= What to produce =
Report every line in the listing that contains the string "lists".

= Record set =
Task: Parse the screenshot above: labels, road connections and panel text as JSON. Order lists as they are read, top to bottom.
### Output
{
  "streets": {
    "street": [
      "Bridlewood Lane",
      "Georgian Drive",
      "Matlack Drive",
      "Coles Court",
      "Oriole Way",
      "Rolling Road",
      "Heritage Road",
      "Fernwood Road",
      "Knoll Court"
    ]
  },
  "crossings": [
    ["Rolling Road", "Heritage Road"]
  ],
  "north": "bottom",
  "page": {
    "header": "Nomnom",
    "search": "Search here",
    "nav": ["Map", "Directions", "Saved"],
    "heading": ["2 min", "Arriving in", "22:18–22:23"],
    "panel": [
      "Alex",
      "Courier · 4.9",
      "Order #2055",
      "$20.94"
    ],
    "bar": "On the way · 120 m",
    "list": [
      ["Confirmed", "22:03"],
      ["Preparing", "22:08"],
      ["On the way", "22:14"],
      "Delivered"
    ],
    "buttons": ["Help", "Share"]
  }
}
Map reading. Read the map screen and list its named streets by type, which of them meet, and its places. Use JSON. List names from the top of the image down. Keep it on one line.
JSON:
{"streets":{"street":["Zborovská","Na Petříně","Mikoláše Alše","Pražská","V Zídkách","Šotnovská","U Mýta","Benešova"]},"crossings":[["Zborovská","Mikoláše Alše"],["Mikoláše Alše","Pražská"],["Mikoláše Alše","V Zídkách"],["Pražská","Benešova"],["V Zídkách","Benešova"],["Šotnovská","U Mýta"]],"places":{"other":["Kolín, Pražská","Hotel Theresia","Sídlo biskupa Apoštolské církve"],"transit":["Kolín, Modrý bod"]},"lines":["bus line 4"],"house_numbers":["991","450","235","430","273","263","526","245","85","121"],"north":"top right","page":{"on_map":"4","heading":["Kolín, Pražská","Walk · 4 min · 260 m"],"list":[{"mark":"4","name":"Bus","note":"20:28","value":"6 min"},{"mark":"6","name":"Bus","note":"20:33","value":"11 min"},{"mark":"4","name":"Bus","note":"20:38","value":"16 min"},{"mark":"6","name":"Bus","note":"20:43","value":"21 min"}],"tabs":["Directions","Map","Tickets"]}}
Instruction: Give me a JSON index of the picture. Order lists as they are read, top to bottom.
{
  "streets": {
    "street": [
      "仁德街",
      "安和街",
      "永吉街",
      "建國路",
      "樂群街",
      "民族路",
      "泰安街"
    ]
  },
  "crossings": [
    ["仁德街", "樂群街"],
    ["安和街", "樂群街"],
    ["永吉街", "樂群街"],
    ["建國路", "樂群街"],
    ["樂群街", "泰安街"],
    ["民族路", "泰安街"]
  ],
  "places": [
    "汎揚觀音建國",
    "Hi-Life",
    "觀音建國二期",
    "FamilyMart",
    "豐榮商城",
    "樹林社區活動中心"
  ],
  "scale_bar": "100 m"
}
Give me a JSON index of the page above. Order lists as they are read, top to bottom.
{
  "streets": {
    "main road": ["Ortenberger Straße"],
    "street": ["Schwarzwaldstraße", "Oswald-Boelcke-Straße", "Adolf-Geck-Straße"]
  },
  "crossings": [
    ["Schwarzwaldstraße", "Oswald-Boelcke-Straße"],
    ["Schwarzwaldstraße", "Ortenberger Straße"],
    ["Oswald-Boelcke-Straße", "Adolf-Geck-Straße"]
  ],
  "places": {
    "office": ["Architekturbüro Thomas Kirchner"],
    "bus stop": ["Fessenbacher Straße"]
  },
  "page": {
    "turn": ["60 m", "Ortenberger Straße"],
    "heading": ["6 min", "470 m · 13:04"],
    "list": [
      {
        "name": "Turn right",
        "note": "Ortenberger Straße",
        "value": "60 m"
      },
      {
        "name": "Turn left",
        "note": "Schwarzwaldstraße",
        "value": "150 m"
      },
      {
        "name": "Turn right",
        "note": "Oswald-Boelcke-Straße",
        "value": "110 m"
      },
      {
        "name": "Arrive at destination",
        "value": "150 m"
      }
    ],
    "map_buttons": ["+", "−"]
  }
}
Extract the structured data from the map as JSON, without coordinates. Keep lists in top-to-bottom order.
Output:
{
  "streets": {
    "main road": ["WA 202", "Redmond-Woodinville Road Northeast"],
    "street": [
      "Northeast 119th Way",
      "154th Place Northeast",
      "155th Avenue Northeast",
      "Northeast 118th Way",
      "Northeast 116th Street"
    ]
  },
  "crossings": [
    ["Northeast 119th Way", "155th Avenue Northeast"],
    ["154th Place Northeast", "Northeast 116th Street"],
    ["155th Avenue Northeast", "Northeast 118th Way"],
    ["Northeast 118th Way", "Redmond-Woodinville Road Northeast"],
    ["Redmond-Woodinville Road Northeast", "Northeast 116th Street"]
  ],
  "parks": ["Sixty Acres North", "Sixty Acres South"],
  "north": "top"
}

= Exercise response =
Task: Parse the screenshot above: labels, road connections and panel text as JSON. Order lists as they are read, top to bottom.
Instruction: Give me a JSON index of the picture. Order lists as they are read, top to bottom.
Give me a JSON index of the page above. Order lists as they are read, top to bottom.
Extract the structured data from the map as JSON, without coordinates. Keep lists in top-to-bottom order.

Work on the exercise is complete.